Data Tree – comprehensive data management training for free!

Published: Posted on

Back in July 2018, I attended an introductory event to the Data Tree data management course developed by NERC, which provides free online training for PhD students and early career researchers in the environmental sciences. I was previously a researcher in life sciences but now advise all disciplines in data management, so I was interested to see if there is anything new for me to learn as well as if it is relevant to other disciplines. The course is available from this link:

For almost two years, completing the course has been on my to-do list but I’m glad I waited as there are now a series of very useful, complementary video interviews with researchers. As well as discussing data management throughout your research, it also discusses data analysis and then focuses on preserving your data and engaging with the beneficiaries of your research such as business and the general public. The course is designed to be modular, composing of eight modules which are split into shorter topics:

You only complete the areas that are relevant and there is no timetable, hence no facilitation by course teachers unlike some free courses such as those run by Future Learn.
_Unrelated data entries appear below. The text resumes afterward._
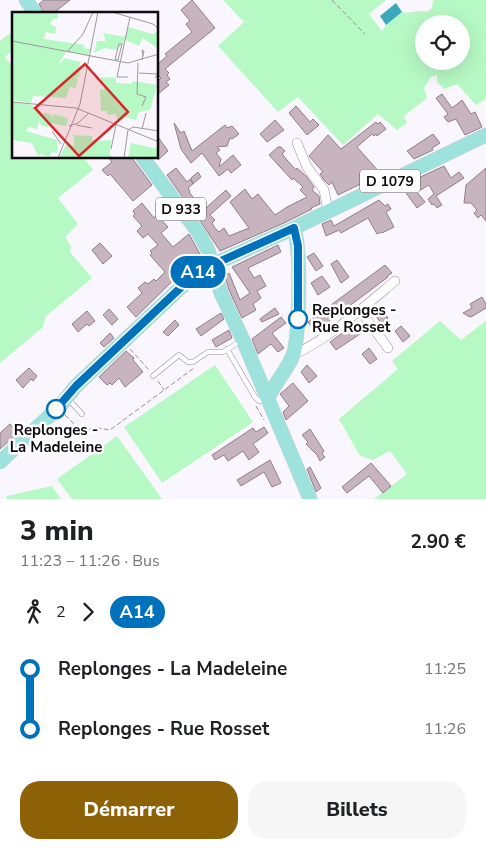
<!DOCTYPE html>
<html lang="fr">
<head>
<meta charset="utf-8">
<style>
	body { margin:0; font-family:"Nunito Sans",sans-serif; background:#f6f6f6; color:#202124; height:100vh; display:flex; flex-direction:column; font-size:19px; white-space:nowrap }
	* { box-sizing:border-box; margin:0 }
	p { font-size:16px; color:#757577 }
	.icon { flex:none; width:28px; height:28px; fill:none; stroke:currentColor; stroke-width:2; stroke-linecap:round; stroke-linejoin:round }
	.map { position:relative; height:499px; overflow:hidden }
	.side { display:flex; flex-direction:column; background:#fff; flex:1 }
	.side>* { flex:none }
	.badge { padding:0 10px; border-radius:16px; font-size:18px; line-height:32px }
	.buttons { position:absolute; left:415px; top:15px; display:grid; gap:10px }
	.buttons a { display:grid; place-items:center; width:55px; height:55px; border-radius:50%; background:#fff; box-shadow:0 5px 20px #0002; font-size:25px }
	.map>.badge { position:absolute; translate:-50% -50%; box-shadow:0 0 0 2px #fff }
	.legs { display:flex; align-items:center; gap:8px; height:55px; padding:0 20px; font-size:16px }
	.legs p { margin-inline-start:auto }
	.overview { display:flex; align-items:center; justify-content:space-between; height:85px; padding:0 20px }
	h1 { font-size:28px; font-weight:800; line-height:38px }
	.button { display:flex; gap:10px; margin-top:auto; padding:10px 20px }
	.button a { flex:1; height:58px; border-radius:20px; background:#8d6106; color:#fff; font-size:20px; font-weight:800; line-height:58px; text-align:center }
	.button a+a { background:#f6f6f6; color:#202124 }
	ul { padding:0 20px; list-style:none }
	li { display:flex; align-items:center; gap:18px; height:60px; font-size:19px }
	li i { display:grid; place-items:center; width:8px; height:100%; margin:0 6px; background:currentColor }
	li i::after { content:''; width:12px; height:12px; margin:-6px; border:4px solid; border-radius:50%; background:#fff }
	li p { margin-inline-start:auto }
	li:first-child i { background:linear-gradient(#0000 50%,currentColor 0) }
	li:last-child i { background:linear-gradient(currentColor 50%,#0000 0) }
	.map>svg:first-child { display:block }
	.green { fill:#b6f9c4; fill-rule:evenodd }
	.water { fill:#3ba9ba }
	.building { fill:#c7b4bf; stroke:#907e88 }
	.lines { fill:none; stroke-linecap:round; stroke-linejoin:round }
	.lane-casing { stroke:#998e9f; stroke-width:5.5 }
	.street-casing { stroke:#998e9f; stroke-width:10 }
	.primary-casing { stroke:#d4d3d4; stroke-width:15 }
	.path { stroke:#938f95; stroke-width:1; stroke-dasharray:5 2.5; stroke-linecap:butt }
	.lane { stroke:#fff; stroke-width:4.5 }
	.street { stroke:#fff; stroke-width:9 }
	.primary { stroke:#9ee2dd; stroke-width:14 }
	.line-1-casing { stroke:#fff; stroke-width:11 }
	.line-1 { stroke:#0072bc; stroke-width:8 }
	.stop-1-dot { fill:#fff; stroke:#0072bc; stroke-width:2.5 }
	.labels { text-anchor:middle; stroke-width:5; stroke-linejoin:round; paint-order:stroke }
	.shield { fill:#fff; stroke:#565458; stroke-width:1 }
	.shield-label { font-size:14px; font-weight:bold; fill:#0e0a10 }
	.stop-label { font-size:15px; font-weight:bold; fill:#0e0a10; stroke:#fff; text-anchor:start }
	.inset-road { fill:none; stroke:#9c989e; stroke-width:1 }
	.view { fill:#d62828; fill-opacity:0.15; stroke:#d62828; stroke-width:2.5 }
	.inset-edge { fill:none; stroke:#0e0a10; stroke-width:2.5 }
</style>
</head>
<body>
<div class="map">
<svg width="486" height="499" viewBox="0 0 486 499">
	<rect width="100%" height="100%" fill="#faf6fd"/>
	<g class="green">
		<path d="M223 0H386L369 14 382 31 386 25 402 12C411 14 418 9 427 12L432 8 433 0H486V99L476 105 457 84 444 89 437 82V75L431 77 424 88 427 98 404 116 407 123 397 130 378 114 343 145 298 97 278 112 218 46 244 22ZM424 24H461V61H424Z"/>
		<path d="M14 30V49L5 57 14 68V158H84L93 170 58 198 78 224 65 237 71 246 70 252 92 278 46 316 43 327 0 363V41Z"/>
		<path d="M440 321 461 340 486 321V499H374L407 474 390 451 373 460 360 456 339 419 398 369 392 361Z"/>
		<path d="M215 365 253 422 162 483 124 427Z"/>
		<path d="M117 436 162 499H72L57 479Z"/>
		<path d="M52 486 61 499H6L7 496Z"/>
	</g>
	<path class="water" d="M396 3 402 12 386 25 380 16Z"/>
	<g class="building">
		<path d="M44 0H70L56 11 58 14H45L39 4Z"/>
		<path d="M192 0 215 28 165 69 169 73 167 75 170 79 166 82 169 85 158 94V81L161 78 158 75V64L167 56 165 54 192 32 186 24 190 21 181 10Z"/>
		<path d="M442 94 452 108 462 100 471 114 475 112 482 127 465 135 456 119 448 122 444 117 448 114 436 98Z"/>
		<path d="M296 106 310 122 313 119 319 125 307 135 289 113Z"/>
		<path d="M275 120 284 130 267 142 260 134Z"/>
		<path d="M376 122 378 124 380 122 386 129 377 136 376 134 374 136 372 134 357 147 381 174 338 195 332 182 329 185 324 180 320 174 323 172 309 156 328 135 341 149Z"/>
		<path d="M174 123 181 133 184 131 192 151 225 125 227 128 232 126 239 134 232 139 230 138 227 146 217 147 220 150 216 153 221 159 219 167 233 155 241 165 231 173 228 169 219 176 202 153 191 163 181 149Z"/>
		<path d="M433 134 440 143 432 148 433 150 414 159 407 151Z"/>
		<path d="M158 137 168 151 158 160Z"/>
		<path d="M278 147H281L285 151 282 154 287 160 296 170 297 168 306 176 314 187 312 190 319 196 320 204 311 208 312 209 284 223 220 251 197 216 226 190 231 196 210 215 215 220 212 223 215 228 219 232 224 228 229 236 249 228 230 202 245 189 252 199 258 194 275 215 287 207 307 197 300 190 303 187 293 178 292 180 269 155Z"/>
		<path d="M109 158H132L152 185 133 201 110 174 108 176 102 170 112 162Z"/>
		<path d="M444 166 451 178 459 172 464 178 436 196 442 205 437 208 434 204 432 205 428 199 434 194 429 185 417 192 425 202 417 208 401 186Z"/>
		<path d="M176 168 187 182 190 179 193 184 191 178 198 172 201 177 188 188 190 191 189 192 193 197 189 200 192 203 189 206 167 175Z"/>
		<path d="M486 168V221L481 215 478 218 474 213 477 210 471 203H464L466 185Z"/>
		<path d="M379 200 385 206 388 204 391 209 386 212 394 227 382 233 381 232 377 234 368 218 341 233 339 230 326 236 322 224 331 220 334 226Z"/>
		<path d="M142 203 154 218 157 215 168 227 161 233 173 247 189 234 200 254 136 317 127 307 142 293 138 288 145 282 148 284 154 279 156 281 165 272 150 255 152 253 150 251 158 245 148 234 143 238 137 231 142 226 133 216 135 214 133 211Z"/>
		<path d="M100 243 112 256 103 264 92 250Z"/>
		<path d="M278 245 281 252 248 268 254 278 260 275 266 286 257 291 261 298 253 304 256 310 242 318 229 290 225 276 229 273 240 300 250 293 232 267Z"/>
		<path d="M314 253 323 266 316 271 307 257Z"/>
		<path d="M337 260 349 277 341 283 331 264Z"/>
		<path d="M385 265 392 273 387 276 388 277 320 328 319 326 314 330 308 322Z"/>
		<path d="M322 276 330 287 318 295 311 283Z"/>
		<path d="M482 297 486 304V308L471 317 468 316 463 313 472 308 470 304Z"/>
		<path d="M380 307 388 318 381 323 373 312Z"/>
		<path d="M275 308 279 314 262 322 260 319Z"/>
		<path d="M109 309 118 319 112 325 103 315Z"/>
		<path d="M87 311 95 321 89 326 87 324 78 332 72 324Z"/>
		<path d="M221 313 224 319 201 336 196 329Z"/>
		<path d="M281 317 286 323 272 333 284 348 278 352 271 344 258 354 252 339Z"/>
		<path d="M175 320 179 325 168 336 163 332Z"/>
		<path d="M356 323 363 332 336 350 330 342Z"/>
		<path d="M401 326 410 336 403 342 395 331Z"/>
		<path d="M229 330 232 338 216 347 212 340Z"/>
		<path d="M110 333 114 338 104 347 100 343Z"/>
		<path d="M369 348 377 359 370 364 362 354Z"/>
		<path d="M126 351 134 358 133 360 143 372 125 387 119 378 112 385 110 383 107 385 99 377Z"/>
		<path d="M307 365 317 376 309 383 301 372Z"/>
		<path d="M29 368 37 376 33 381 31 379 23 388 16 380Z"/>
		<path d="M293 383 308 401 286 420 283 412 289 406 280 394Z"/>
		<path d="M10 424 18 433 0 449V433Z"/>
		<path d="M264 427 268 433 253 444 259 452 249 460 243 451 228 461 224 455 215 460 212 455 253 428 256 432Z"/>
		<path d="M310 429 324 451 322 454 325 457 320 461 317 455 306 444 308 442 302 435Z"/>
		<path d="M270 460 281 483 272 487 264 472 241 486 237 480Z"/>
		<path d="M371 463 391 486 383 493 369 476 347 493 342 487Z"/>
		<path d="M310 467 321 488 316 492 307 469Z"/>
	</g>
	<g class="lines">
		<g class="lane-casing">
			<g id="lane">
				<path d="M227 349 255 397 259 401 267 399"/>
				<path d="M153 376 179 355 188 362H193L208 352H223L241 341"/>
				<path d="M68 399 82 414"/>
			</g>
		</g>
		<g class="street-casing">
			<g id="street">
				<path d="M297 143 307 167 324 190 328 211"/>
				<path d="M360 310 388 348"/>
				<path d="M293 355C327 340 365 306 395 281"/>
			</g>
		</g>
		<g class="primary-casing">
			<g id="primary">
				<path d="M26 0 36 14"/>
				<path d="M143 158 198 232 208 250 221 293 243 340 310 499"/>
				<path d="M268 399C274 383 287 371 293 355 300 335 301 248 294 228"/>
				<path d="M0 462 60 406 76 386 192 277 212 265 294 228 486 135"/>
			</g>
		</g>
		<g class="path">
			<path d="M332 0 365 34"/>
			<path d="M130 349 149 370"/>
			<path d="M158 381 164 390"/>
			<path d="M256 406 264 420"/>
			<path d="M65 415 80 430 98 428 110 430 194 368"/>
		</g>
		<use href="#lane" class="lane"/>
		<use href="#street" class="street"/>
		<use href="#primary" class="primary"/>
	</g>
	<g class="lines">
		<g class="line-1-casing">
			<path id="line-1" d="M56 409 76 386 192 277 212 265 294 228 298 246V319"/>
		</g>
		<use href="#line-1" class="line-1"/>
	</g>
	<g class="stop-1-dot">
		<circle cx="298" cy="319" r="9"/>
		<circle cx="56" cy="409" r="9"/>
	</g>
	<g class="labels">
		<g class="shield">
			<rect x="360" y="169.5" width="60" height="23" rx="4"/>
			<rect x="156" y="197.5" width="50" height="23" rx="4"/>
		</g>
		<g class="shield-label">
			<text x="390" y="186">D 1079</text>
			<text x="181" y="214">D 933</text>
		</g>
		<g class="stop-label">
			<text x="312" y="315">Replonges -<tspan x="312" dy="17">Rue Rosset</tspan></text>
			<text x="56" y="435" text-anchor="middle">Replonges -<tspan x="56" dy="17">La Madeleine</tspan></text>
		</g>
	</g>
	<g transform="translate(12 12)">
		<rect width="146" height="146" fill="#faf6fd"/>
		<path d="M0 0H45L46 7H41L38 12 44 15 43 22 34 20 32 27 73 33 72 36 78 37 76 43 54 40 46 53 53 46 69 50 67 55 74 56 68 57 67 65H63L66 67 64 76 58 75 54 86 21 84 19 91 0 88ZM116 15 141 22 146 19V37L131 26 127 34 113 28ZM91 21 113 25 111 32 104 38 93 36 82 41 85 29H94ZM89 65 104 66V71L120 72 121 69 145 73 138 98 127 100 124 108 113 105 109 110 105 108 104 102 95 103V99H89L88 77 92 78 93 71 89 70ZM0 90 19 93 29 100 25 117 17 115 14 119 45 128V141L40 140 37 145 29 142 26 144 20 131 0 128ZM27 108a7 7 0 1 1 14 0a7 7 0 1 1-14 0ZM42 102 56 106 54 114 39 111ZM62 123 80 124V128L86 129 99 128 98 144 104 146H47L55 131 62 134ZM119 131 146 137V146H116Z" fill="#b6f9c4"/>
		<path class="inset-road" d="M100 0 141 12 147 17M0 29 116 51 147 42M107 32H110L106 48 103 47ZM56 39 71 22 81 0M130 48 132 39 130 38 131 44M126 51 125 82 134 85 130 94M127 61 146 62 143 66M116 65H105L118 5M0 90 64 96 147 130M64 113 80 116M57 114 66 111 77 101M130 117 134 101M40 119 49 132M99 137 104 113M46 146 68 92 86 0M112 146 116 118 121 115 147 119"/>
		<path class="view" d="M73 52 116 100 67 144 23 96Z"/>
		<rect width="146" height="146" class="inset-edge"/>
	</g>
</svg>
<div class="buttons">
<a><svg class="icon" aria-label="locate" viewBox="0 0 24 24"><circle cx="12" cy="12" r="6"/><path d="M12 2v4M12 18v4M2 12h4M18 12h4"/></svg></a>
</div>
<b class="badge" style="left:198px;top:272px;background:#0072bc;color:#fff">A14</b>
</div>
<section class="side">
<div class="overview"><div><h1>3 min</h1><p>11:23 – 11:26 · Bus</p></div><b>2.90 €</b></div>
<div class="legs"><svg class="icon" aria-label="walk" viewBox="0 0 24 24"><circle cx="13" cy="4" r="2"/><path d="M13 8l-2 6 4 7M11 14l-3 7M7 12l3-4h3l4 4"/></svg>2<svg class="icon" aria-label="forward" viewBox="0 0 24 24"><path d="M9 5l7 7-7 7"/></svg><b class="badge" style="background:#0072bc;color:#fff">A14</b></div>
<ul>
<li><i style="color:#0072bc"></i><b>Replonges - La Madeleine</b><p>11:25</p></li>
<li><i style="color:#0072bc"></i><b>Replonges - Rue Rosset</b><p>11:26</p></li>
</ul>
<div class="button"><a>Démarrer</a><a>Billets</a></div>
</section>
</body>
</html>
It is designed to take around 15-20 hours to complete and involves a series of interactive presentations, videos and quizzes to test understanding. You can download a pdf certificate for the completion of each module. I found it quite easy to dip in and out as it records which sections of the module topics you have completed and if you have to leave an interactive presentation half-way through, it remembers where you got up to.

So far, I have only completed the first introductory module on Data Management: Context. This took me around 3-4 hours to complete but you could spend longer if reading all the associated resources and especially if you’re new to the topics.

The topics covered in the first, introductory module are:

  • Key Concepts
  • The Research Data Lifecycle
  • Sharing Data & The Research Community
  • Reproducibility of research data and outputs
  • The Policy Environment
  • Data Ethics
  • Coding for Data Management

The key concepts topic takes you through what is research data and the different types. In the life sciences it is important to remember the physical data eg. soil samples & specimens, in addition to quantitative and qualitative data. Later topics emphasise the importance of research data being for the public good – if you are a researcher working in a publicly funded area then there is a duty to make the data accessible to others. It also stresses the importance of planning to make your data open right from the start of a project and providing sufficient accompanying metadata to provide context.

I found the topic ‘Sharing Data & The Research Community’ particularly comprehensive covering open and FAIR (Findable, Accessible, Interoperable and Reproducible) data including using a FAIR data checklist, types of repositories and licenses for open data. I also like the way that the importance of software curation and sharing of software is recognised throughout. There is an optional topic on ‘coding for data management’ with some excellent short videos around the subject.

Overall, I would highly recommend all researchers in the sciences complete the first module as it really does give a comprehensive review of data management. I hope to finish the other modules as soon as time permits. The current period of lockdown is a great time to start looking more into data management, particularly as you may now have realised how important it is when adrift from your usual working environment!